### Activity
The full set of entries must be copied exactly.

===== Working data =====

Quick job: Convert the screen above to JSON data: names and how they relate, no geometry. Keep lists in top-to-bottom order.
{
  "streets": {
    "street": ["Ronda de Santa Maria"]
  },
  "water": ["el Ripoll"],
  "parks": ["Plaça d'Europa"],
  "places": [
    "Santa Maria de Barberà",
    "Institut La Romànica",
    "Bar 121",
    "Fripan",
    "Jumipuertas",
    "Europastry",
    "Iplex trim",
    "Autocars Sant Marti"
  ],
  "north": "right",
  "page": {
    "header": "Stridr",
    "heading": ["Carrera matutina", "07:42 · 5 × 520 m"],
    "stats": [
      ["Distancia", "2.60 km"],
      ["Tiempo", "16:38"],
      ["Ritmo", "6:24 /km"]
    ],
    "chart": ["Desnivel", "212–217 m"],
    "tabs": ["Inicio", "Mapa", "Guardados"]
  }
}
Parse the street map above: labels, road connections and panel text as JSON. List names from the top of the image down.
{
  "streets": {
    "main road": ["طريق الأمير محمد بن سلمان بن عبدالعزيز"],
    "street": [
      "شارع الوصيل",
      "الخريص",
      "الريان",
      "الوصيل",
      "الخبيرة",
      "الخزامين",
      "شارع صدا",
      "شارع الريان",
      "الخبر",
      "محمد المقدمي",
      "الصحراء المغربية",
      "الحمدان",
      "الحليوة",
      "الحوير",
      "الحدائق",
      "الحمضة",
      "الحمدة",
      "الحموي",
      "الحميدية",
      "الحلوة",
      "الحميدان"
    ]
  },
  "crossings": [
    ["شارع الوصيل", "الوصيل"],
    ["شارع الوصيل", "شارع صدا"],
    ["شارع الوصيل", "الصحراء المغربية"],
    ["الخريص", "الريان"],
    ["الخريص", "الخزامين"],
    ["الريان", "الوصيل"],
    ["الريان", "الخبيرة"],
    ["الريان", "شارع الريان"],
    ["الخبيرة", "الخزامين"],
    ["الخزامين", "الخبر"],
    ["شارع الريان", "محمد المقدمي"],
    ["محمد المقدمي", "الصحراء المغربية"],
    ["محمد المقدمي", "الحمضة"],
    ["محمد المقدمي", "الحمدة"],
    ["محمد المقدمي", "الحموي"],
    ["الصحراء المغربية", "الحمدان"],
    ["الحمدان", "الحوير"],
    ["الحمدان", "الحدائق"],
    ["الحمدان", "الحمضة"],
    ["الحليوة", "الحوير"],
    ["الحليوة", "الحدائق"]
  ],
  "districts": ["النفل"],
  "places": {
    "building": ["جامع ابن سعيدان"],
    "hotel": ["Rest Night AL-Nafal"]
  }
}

=====

### Expected answer
Quick job: Convert the screen above to JSON data: names and how they relate, no geometry. Keep lists in top-to-bottom order.
{
  "streets": {
    "street": ["Ronda de Santa Maria"]
  },
  "water": ["el Ripoll"],
  "parks": ["Plaça d'Europa"],
  "places": [
    "Santa Maria de Barberà",
    "Institut La Romànica",
    "Bar 121",
    "Fripan",
    "Jumipuertas",
    "Europastry",
    "Iplex trim",
    "Autocars Sant Marti"
  ],
  "north": "right",
  "page": {
    "header": "Stridr",
    "heading": ["Carrera matutina", "07:42 · 5 × 520 m"],
    "stats": [
      ["Distancia", "2.60 km"],
      ["Tiempo", "16:38"],
      ["Ritmo", "6:24 /km"]
    ],
    "chart": ["Desnivel", "212–217 m"],
    "tabs": ["Inicio", "Mapa", "Guardados"]
  }
}
Parse the street map above: labels, road connections and panel text as JSON. List names from the top of the image down.
{
  "streets": {
    "main road": ["طريق الأمير محمد بن سلمان بن عبدالعزيز"],
    "street": [
      "شارع الوصيل",
      "الخريص",
      "الريان",
      "الوصيل",
      "الخبيرة",
      "الخزامين",
      "شارع صدا",
      "شارع الريان",
      "الخبر",
      "محمد المقدمي",
      "الصحراء المغربية",
      "الحمدان",
      "الحليوة",
      "الحوير",
      "الحدائق",
      "الحمضة",
      "الحمدة",
      "الحموي",
      "الحميدية",
      "الحلوة",
      "الحميدان"
    ]
  },
  "crossings": [
    ["شارع الوصيل", "الوصيل"],
    ["شارع الوصيل", "شارع صدا"],
    ["شارع الوصيل", "الصحراء المغربية"],
    ["الخريص", "الريان"],
    ["الخريص", "الخزامين"],
    ["الريان", "الوصيل"],
    ["الريان", "الخبيرة"],
    ["الريان", "شارع الريان"],
    ["الخبيرة", "الخزامين"],
    ["الخزامين", "الخبر"],
    ["شارع الريان", "محمد المقدمي"],
    ["محمد المقدمي", "الصحراء المغربية"],
    ["محمد المقدمي", "الحمضة"],
    ["محمد المقدمي", "الحمدة"],
    ["محمد المقدمي", "الحموي"],
    ["الصحراء المغربية", "الحمدان"],
    ["الحمدان", "الحوير"],
    ["الحمدان", "الحدائق"],
    ["الحمدان", "الحمضة"],
    ["الحليوة", "الحوير"],
    ["الحليوة", "الحدائق"]
  ],
  "districts": ["النفل"],
  "places": {
    "building": ["جامع ابن سعيدان"],
    "hotel": ["Rest Night AL-Nafal"]
  }
}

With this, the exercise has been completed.